(Recorded data)

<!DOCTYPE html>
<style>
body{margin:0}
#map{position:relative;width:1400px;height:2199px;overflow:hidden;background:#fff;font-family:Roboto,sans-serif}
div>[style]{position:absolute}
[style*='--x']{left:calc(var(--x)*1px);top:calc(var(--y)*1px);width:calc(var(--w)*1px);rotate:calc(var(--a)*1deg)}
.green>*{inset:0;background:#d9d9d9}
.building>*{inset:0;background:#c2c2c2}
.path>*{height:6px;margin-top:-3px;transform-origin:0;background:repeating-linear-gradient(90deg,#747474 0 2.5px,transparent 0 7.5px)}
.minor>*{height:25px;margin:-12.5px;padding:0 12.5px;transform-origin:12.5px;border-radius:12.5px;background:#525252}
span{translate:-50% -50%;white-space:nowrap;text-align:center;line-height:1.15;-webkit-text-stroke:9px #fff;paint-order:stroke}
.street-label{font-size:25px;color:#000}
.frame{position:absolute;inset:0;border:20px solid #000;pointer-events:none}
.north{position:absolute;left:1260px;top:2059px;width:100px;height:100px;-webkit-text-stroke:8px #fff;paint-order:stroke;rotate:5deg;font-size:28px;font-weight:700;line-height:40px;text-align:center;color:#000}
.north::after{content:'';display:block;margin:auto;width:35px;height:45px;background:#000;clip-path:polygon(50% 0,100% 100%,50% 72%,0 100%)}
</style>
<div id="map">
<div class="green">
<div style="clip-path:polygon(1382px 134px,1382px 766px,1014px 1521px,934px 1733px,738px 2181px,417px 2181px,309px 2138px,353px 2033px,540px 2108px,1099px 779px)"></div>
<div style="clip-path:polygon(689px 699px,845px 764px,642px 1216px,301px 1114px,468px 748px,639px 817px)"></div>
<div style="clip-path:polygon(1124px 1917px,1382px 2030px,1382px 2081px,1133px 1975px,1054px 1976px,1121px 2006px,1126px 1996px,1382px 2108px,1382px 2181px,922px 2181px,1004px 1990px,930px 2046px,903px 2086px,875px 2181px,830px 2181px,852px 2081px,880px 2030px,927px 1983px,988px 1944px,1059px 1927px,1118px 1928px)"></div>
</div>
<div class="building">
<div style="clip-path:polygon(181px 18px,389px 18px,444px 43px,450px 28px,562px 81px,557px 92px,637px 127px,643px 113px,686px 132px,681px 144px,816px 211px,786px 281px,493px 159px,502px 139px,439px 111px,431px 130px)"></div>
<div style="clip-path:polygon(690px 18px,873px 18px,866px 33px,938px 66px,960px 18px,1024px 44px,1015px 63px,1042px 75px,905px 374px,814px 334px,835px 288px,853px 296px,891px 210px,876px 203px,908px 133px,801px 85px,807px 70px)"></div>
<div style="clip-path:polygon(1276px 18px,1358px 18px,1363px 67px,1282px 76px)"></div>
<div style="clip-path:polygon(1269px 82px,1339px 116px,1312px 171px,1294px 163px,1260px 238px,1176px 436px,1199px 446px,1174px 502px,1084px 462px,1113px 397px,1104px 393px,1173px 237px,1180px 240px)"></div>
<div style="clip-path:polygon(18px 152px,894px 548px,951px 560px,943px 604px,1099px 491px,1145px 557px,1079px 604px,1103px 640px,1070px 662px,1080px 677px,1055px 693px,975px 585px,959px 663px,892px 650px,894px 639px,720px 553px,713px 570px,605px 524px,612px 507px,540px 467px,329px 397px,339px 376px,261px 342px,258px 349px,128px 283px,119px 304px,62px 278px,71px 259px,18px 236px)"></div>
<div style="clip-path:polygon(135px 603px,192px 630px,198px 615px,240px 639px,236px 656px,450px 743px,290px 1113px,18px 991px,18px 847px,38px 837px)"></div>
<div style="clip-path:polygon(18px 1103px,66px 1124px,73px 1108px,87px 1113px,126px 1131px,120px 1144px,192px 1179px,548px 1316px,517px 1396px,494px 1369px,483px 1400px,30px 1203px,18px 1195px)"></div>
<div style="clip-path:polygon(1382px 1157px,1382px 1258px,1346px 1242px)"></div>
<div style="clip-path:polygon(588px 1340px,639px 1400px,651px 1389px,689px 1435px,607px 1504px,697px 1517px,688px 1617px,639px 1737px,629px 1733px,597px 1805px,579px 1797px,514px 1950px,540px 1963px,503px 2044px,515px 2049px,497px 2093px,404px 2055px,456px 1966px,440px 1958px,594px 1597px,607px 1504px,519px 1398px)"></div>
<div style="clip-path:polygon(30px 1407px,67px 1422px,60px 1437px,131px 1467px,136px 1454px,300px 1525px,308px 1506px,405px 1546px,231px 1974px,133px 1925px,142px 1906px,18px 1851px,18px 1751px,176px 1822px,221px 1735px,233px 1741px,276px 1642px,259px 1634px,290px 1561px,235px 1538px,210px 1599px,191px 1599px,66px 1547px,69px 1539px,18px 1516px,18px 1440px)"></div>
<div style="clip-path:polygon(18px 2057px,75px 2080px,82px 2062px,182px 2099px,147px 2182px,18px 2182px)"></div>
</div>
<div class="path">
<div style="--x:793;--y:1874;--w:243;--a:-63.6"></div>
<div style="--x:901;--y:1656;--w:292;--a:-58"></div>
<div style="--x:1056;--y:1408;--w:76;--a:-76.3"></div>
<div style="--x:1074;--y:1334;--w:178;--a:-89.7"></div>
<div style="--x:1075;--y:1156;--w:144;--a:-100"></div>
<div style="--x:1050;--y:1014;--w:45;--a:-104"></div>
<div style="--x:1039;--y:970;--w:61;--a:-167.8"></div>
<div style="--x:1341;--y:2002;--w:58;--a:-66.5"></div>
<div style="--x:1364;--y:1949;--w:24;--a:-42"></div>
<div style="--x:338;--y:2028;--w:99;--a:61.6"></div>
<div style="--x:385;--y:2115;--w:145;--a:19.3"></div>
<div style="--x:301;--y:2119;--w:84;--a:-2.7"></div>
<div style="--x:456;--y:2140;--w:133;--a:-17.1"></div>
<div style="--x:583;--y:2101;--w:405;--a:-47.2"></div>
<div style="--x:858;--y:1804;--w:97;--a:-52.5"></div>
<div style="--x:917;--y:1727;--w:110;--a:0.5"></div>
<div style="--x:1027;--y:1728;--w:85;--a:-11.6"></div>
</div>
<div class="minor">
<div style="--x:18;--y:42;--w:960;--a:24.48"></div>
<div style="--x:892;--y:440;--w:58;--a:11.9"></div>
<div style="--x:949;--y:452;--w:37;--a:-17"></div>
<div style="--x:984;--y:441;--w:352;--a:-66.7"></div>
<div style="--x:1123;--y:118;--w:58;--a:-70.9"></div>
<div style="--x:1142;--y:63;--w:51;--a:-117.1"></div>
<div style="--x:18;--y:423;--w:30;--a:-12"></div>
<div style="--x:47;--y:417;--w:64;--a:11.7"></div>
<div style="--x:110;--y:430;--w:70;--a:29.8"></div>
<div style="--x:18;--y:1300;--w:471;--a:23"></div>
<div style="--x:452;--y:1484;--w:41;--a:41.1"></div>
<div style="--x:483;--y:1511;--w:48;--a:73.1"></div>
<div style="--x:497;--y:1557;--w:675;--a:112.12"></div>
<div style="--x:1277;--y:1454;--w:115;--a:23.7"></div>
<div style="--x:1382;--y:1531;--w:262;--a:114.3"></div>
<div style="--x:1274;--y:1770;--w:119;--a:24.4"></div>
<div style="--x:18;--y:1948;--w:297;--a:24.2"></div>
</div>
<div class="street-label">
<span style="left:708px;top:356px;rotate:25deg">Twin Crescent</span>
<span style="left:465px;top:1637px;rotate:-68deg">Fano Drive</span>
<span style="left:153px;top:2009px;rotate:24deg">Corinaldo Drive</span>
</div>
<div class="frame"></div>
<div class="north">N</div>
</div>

(End Recorded data)

Task objective: Each line above that holds the string "stroke" should be copied and shown.

Exercise output:
span{translate:-50% -50%;white-space:nowrap;text-align:center;line-height:1.15;-webkit-text-stroke:9px #fff;paint-order:stroke}
.north{position:absolute;left:1260px;top:2059px;width:100px;height:100px;-webkit-text-stroke:8px #fff;paint-order:stroke;rotate:5deg;font-size:28px;font-weight:700;line-height:40px;text-align:center;color:#000}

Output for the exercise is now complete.